Strathy J has declined to dismiss a claim against Weir Foulds LLP (WF) for the alleged misrepresentations made by Aspen Group, a firm client. Egan, a partner of WF, acted for the company in preparing a take-over bid circular and also served as one of its directors: Allen v Aspen Group Resources Corp, 2012 ONSC 3498.

The judge took the view that it was arguable that a lawyer acting as counsel and who also sits on the client’s board ‘may well be acting in the ordinary course of the law firm’s business when he or she takes a seat at the boardroom table.’ If so, then the firm would be liable for the acts or omissions of its partner. The evidence supported such a conclusion in this case. It was foreseeable that shareholders would suffer damage if the circular contained misrepresentations and that a duty of care on the part of both the lawyer and WF could arise. There might be policy reasons to negative such a duty, but a summary judgment motion was not the place to decide them.

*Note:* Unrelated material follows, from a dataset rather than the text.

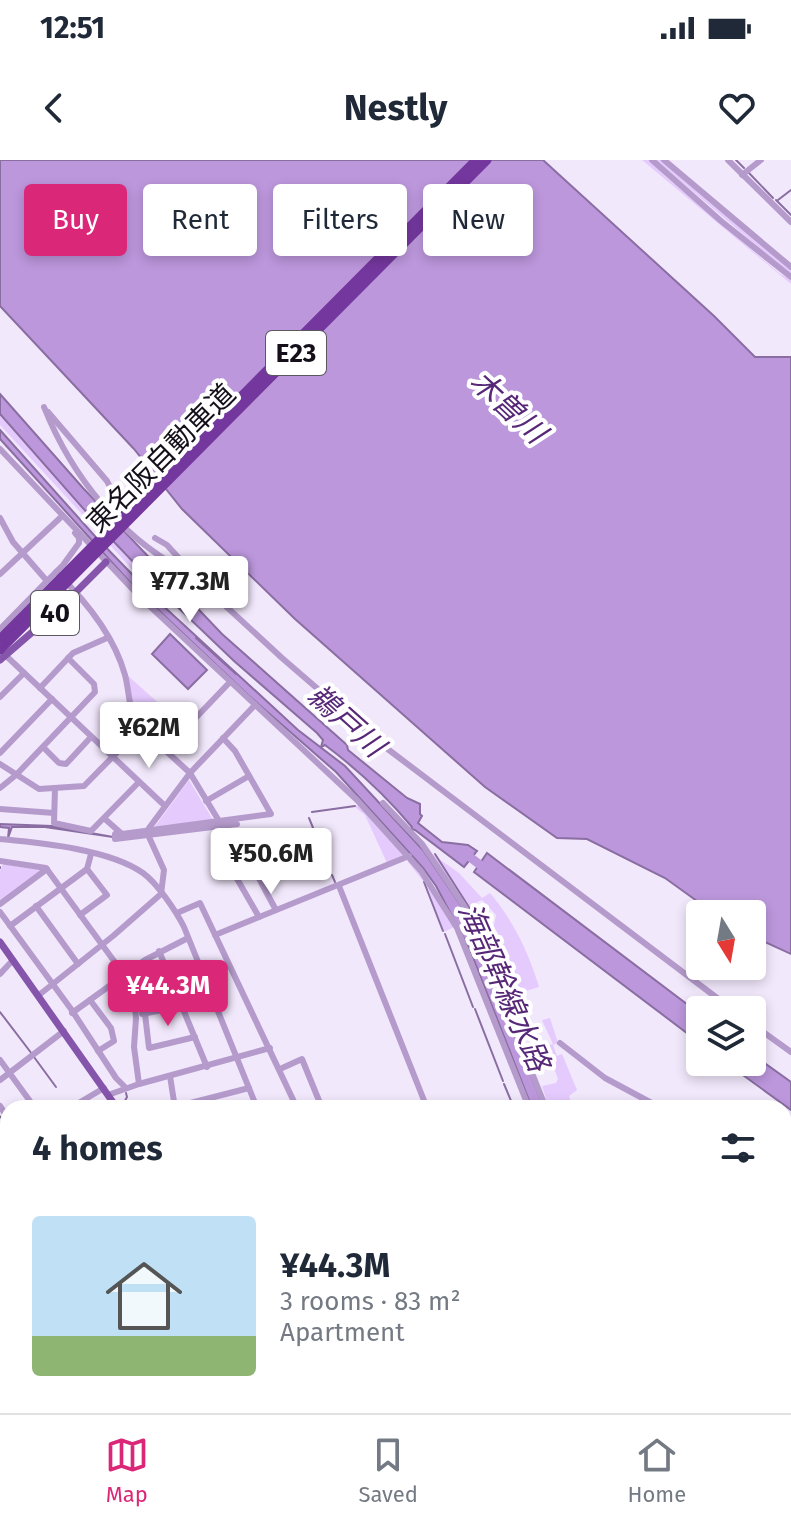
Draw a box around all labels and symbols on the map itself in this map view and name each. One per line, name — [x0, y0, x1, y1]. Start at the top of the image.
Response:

Justice Strathy also didn’t buy the argument that vicarious liability of a firm for its partner under the law of partnerships could not extend to a statutory cause of action for misrepresentation under s 131 of the Securities Act; there was nothing in the Act to exclude the possibility of vicarious liability, but again this was an issue best left for trial on a full record.

Time to rethink those directorships?